Ich trage das Käppchen fast nie. Es auszusortieren aber wäre undenkbar. Ich bewahre es im Kleiderschrank in Schmucknähe auf. Wenn ich auf Reisen gehe, gehört es zu den zehn Utensilien, auf die ich nicht verzichten kann. Zu viele Geschichten habe ich gehört von Menschen, die nicht zurückkehrten. Das Käppchen ist aus nachtblauem Samt. Den Saum entlang schlängeln sich Silberfäden, die sich umgarnende Tränen bilden. Ich habe es vor Jahren geschenkt bekommen. Von einem Mann, der es von seinem Vater hatte und in meiner Seele seinen verstorbenen Sohn zu erkennen glaubte. Ich habe kein Erbe angetreten. Ich bin hineingestolpert.

 

Pailletten

Ich mag Pailletten. Für meinen Geschmack kann es gar nicht genug glitzern und funkeln. Ich mag Perlen und Ringe, Halsketten, Broschen. Ich mag Federn. Ich mag alberne Hüte und absurde Accessoires. Ich mag ausladende Gesten.

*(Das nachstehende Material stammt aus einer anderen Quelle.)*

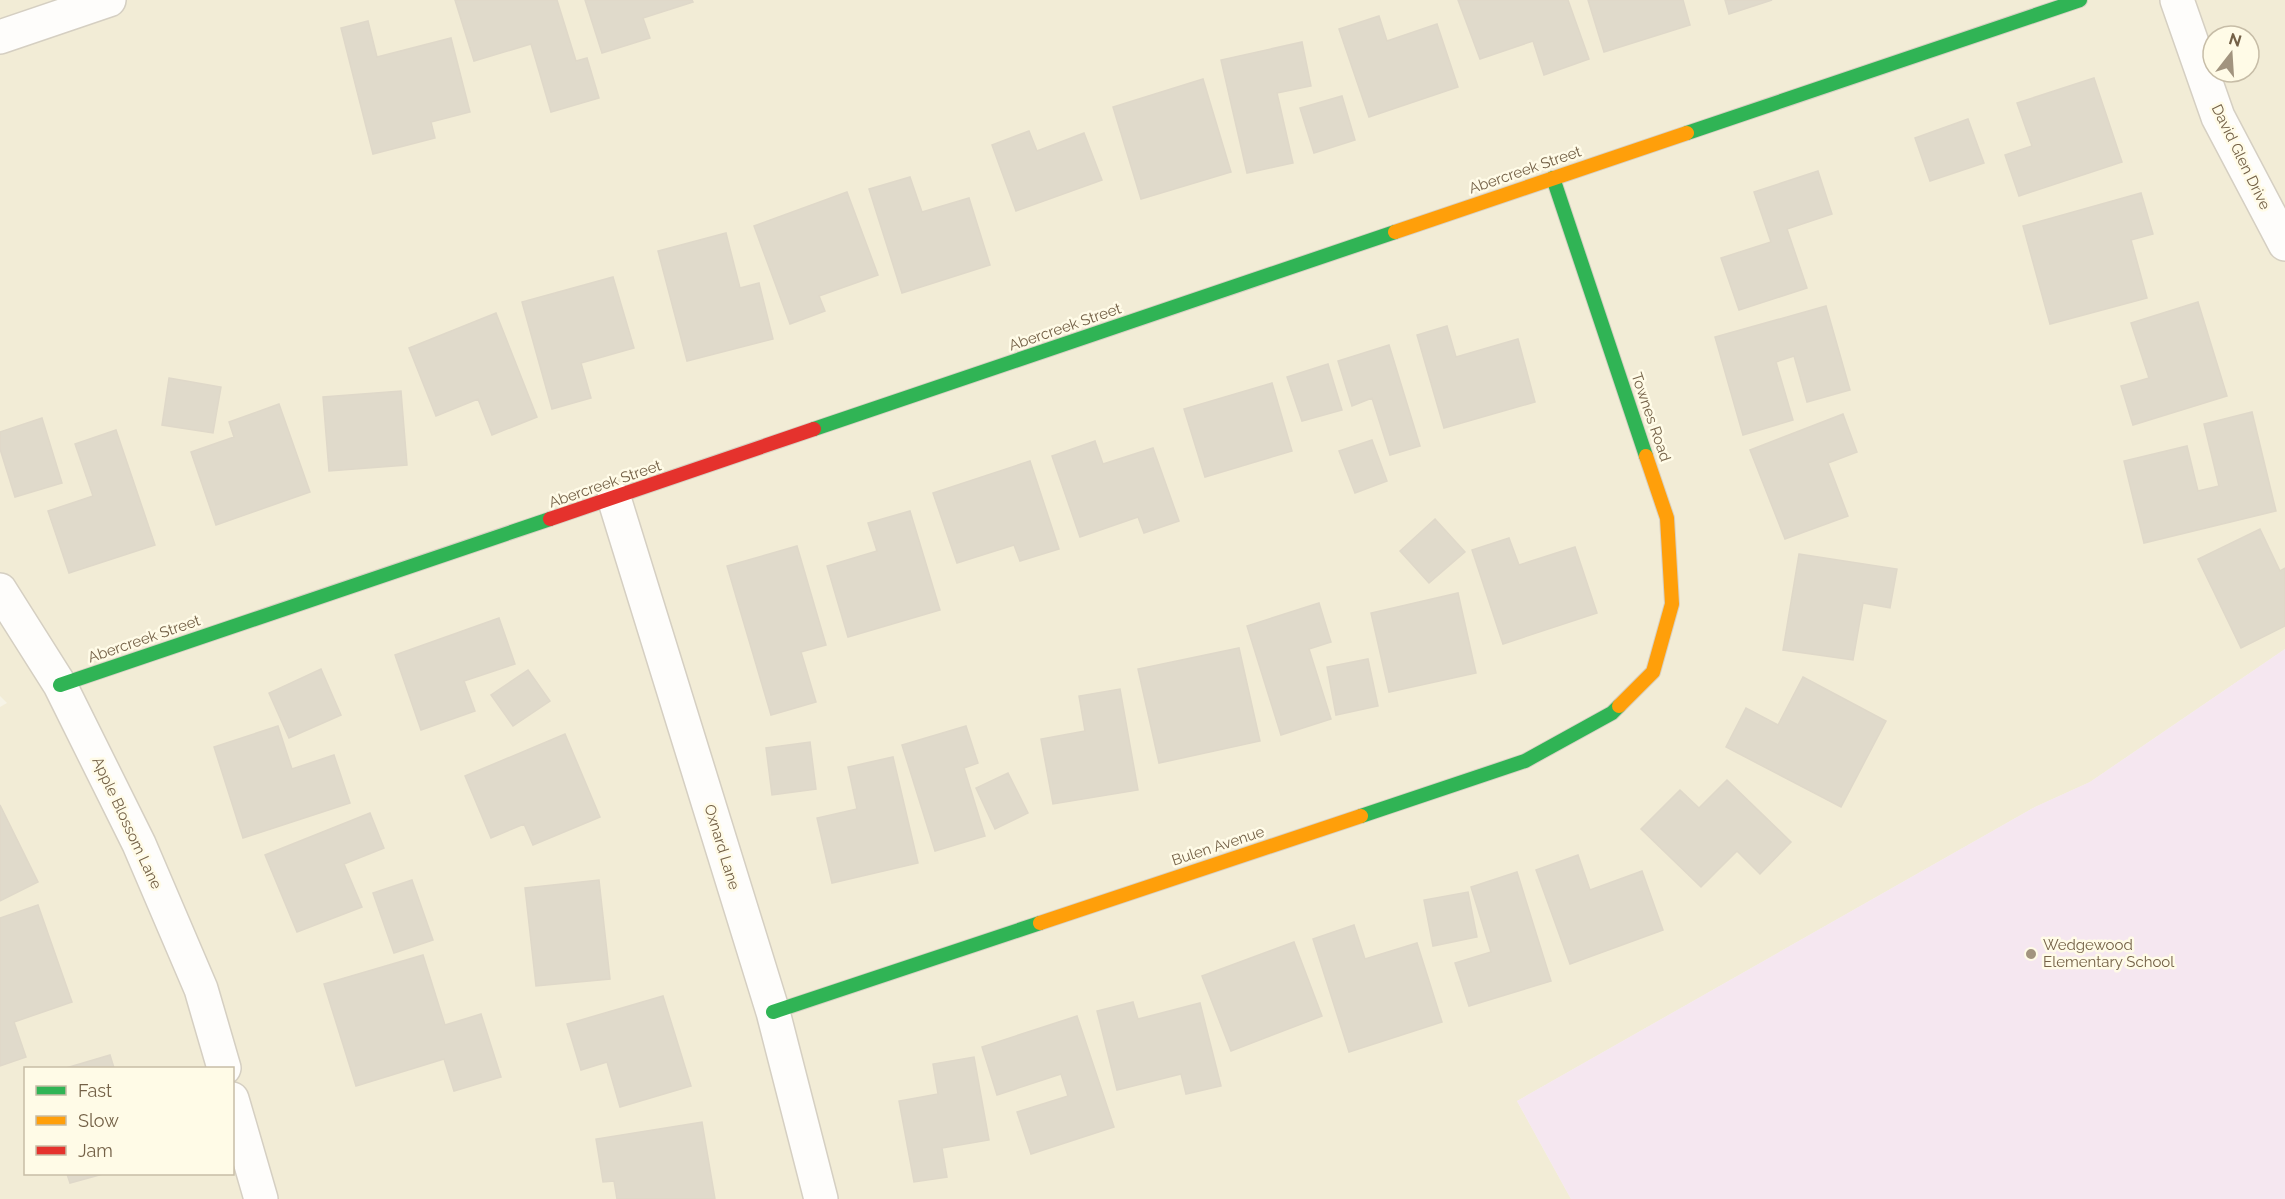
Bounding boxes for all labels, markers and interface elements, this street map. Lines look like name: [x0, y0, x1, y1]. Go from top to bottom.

Ich schätze die Möglichkeit, durch einen kleinen Eingriff oder ein wenig Puder, zu korrigieren, was die Natur missverstanden hat. Freuen wir uns, dass wir nicht auf unsere Gene festgelegt sind und lernen wir, auszubrechen aus den Mustern, die uns zugewiesen sind. Ich muss durch die Wahl meiner Kleidung nicht bestätigen, was ich bin. Warum sollte ich es in Form und Schnitt wiederholen? Nur damit auch der Allerletzte ein Wort für mich findet? Ich muss nicht Pailletten tragen, um zu schillern. Aber ich kann.